Dr. Dewhirst: Yes. That's how it happened. And then Len decided he wanted to build a world class research group. I think he thought about a lot of options at that time. And at that time, hyperthermia was pretty popular, so he recruited Jim. Jim said, “Well, I can't come unless Mark comes.” That's how I ended coming here.

Dr. Lawrence: So we're now around 1984, is that about right?

Dr. Dewhirst: Yes, I came here in 1984.

Dr. Lawrence: Yes, I'm looking at your CV and your first appointment actually was in the department of radiology, so this must be in the transition of radiation oncology becoming a new department.

Dr. Dewhirst: Right.

Dr. Lawrence: So you then just continued to work in hyperthermia.

Dr. Dewhirst: We built on what we did in Arizona through an incredibly large startup package that we got from the cancer center, the department and the dean. Our charge was to develop a program project grant. We started working on this goal in 1984, and got it funded in 1987.

Dr. Lawrence: That's very quick when it's from the ground up.

Dr. Montana: You also were successful in recruiting Thad Samulski around at that time.

Dr. Dewhirst: We did. We recruited Thad Samulski here and Scott Clegg who is another engineer. Thad was really a physicist, but we had Thad and Scott. Thad just absolutely fundamental in getting everything done because, although Jim Oleson had a background in engineering, he couldn't make machines run and do all the infrastructure for QA and QC and so forth.

Dr. Montana: Thad had been at a Stanford working in hyperthermia.

Dr. Dewhirst: Right. He worked with George Hahn.

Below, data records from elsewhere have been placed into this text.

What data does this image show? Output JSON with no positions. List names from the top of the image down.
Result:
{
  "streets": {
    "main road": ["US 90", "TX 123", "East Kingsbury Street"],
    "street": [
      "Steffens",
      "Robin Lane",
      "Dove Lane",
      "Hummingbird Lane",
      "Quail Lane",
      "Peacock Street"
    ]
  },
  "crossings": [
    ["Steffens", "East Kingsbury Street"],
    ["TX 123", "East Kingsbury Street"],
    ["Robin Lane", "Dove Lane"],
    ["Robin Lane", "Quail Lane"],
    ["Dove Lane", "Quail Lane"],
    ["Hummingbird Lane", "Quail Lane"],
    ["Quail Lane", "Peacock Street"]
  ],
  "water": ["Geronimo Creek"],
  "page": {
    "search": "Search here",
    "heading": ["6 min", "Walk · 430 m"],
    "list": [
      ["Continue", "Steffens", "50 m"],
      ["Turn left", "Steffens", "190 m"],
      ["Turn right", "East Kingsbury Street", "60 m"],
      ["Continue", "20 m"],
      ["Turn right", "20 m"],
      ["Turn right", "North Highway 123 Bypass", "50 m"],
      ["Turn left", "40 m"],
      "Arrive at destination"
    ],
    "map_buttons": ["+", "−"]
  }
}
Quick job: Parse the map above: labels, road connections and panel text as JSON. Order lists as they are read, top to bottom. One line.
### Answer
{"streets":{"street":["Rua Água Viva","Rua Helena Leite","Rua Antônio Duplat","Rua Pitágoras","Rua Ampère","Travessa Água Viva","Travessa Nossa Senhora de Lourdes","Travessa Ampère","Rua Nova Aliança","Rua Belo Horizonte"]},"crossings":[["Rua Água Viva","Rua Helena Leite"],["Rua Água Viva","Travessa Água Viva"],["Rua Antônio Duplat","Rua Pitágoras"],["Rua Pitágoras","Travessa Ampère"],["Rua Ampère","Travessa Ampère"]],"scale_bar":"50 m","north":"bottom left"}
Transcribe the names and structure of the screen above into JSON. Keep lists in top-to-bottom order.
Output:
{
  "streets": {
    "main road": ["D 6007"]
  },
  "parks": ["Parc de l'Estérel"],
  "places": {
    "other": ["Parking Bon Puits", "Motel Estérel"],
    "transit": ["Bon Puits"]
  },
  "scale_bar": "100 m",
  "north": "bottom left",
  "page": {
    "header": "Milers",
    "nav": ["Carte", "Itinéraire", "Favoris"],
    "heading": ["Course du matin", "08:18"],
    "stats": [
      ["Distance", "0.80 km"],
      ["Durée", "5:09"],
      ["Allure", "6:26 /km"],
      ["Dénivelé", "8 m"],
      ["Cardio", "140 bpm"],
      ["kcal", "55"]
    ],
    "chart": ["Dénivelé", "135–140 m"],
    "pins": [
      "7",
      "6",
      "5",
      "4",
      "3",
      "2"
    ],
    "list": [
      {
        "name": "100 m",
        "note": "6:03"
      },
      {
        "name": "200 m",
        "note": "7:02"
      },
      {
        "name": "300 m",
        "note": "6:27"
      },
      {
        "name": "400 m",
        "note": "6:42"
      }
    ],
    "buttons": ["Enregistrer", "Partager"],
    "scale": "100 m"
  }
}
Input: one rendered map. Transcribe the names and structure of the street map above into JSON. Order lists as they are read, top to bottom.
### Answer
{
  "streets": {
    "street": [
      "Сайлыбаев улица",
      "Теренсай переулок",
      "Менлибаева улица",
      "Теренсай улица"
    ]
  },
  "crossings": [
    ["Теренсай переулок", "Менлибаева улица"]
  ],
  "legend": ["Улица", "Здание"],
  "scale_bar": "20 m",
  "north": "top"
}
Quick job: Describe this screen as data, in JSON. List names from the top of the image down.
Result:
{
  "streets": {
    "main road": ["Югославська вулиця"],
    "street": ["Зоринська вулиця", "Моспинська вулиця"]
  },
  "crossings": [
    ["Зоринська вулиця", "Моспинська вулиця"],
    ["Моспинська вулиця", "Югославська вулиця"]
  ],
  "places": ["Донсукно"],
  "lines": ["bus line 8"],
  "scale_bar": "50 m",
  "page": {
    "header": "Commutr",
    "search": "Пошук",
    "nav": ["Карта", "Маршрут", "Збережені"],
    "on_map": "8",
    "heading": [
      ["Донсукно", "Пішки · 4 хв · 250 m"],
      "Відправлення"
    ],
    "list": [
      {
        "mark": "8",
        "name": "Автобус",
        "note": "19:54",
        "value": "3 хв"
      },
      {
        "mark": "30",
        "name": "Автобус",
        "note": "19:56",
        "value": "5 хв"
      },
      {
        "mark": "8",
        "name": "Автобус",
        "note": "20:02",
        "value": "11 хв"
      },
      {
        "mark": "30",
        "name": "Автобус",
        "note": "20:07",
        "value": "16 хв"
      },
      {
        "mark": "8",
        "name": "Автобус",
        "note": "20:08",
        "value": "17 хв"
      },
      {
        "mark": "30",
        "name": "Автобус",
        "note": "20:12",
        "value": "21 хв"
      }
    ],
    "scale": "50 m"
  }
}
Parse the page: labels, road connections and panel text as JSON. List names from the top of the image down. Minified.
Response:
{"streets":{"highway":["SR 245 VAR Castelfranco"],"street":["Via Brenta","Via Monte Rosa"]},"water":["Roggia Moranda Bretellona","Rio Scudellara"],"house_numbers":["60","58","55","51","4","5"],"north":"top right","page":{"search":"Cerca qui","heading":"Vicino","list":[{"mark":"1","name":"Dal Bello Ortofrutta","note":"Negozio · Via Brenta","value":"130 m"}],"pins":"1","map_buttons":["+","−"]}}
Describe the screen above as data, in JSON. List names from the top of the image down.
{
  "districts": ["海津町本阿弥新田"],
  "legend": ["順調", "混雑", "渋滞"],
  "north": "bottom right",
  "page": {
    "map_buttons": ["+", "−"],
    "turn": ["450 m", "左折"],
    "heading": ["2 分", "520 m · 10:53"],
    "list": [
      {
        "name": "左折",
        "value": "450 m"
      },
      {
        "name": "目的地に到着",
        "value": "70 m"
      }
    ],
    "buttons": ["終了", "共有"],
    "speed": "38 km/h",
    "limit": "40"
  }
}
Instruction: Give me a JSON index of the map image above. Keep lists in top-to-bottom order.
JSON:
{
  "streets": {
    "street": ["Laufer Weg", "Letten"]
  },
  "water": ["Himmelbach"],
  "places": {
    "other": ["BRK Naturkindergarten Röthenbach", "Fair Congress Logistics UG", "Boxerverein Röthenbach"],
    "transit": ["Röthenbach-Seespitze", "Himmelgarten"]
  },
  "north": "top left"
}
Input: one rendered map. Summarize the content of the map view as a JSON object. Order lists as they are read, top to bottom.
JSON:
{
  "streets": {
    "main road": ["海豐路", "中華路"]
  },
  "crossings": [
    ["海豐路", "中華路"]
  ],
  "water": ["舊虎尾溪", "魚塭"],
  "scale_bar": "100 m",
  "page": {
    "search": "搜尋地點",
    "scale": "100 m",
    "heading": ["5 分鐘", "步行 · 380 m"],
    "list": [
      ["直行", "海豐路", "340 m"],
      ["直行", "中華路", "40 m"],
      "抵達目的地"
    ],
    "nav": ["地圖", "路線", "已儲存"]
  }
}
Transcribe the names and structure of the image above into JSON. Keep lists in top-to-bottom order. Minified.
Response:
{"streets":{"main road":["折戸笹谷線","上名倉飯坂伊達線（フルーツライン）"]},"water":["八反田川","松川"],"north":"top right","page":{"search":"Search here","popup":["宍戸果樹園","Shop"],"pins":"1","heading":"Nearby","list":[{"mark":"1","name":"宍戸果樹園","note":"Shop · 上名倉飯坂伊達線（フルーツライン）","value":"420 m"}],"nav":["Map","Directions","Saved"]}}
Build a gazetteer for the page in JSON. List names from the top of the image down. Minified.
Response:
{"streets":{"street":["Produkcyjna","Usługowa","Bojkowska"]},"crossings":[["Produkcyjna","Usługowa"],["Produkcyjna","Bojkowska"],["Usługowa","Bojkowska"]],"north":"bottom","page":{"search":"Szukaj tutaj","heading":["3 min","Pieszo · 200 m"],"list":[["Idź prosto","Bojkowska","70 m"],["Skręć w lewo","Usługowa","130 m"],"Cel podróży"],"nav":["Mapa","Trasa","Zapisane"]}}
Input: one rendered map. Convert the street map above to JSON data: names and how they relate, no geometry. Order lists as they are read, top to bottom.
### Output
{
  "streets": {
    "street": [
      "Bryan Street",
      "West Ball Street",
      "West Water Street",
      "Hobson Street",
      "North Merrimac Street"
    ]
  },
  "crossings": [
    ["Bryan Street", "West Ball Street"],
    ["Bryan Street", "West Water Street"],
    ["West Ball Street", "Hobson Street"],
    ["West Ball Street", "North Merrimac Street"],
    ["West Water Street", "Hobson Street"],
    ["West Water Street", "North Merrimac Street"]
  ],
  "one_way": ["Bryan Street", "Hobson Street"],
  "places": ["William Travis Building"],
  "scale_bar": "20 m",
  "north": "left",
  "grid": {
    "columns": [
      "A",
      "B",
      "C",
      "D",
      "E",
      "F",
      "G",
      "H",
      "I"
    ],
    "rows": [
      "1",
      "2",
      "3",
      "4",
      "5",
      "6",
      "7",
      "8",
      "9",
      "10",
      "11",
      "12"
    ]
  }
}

Dr. Lawrence: I interviewed at the University of Arizona out of my residency in 1986, and Tom Cetas was still there. But they were still mourning the loss of you and Jim.

Dr. Dewhirst: I think the other key to the success of our program in the long run was our association with NC State. So we continued our work with spontaneous animal tumors up until our program stopped in 2009. The fact that we had access to these animal patients was really key because we were able to do so many things with them that we could just never do in human subjects. We learned so much. In a number of cases we have avoided running costly clinical trials in humans by finding out things in the pets and seeing clearly it wasn't going to work. I actually gave a lecture last weekend at the Veterinary Cancer Society meeting which was in Ashville. And they asked me to review that experience. It turned out, over those years, we published over 80 papers involving pets with cancer. I think it was 1,200 citations, or something like that. It's a tribute to what Ed Gillette taught both Don Thrall and I. I feel very proud of that part of my career. I really do.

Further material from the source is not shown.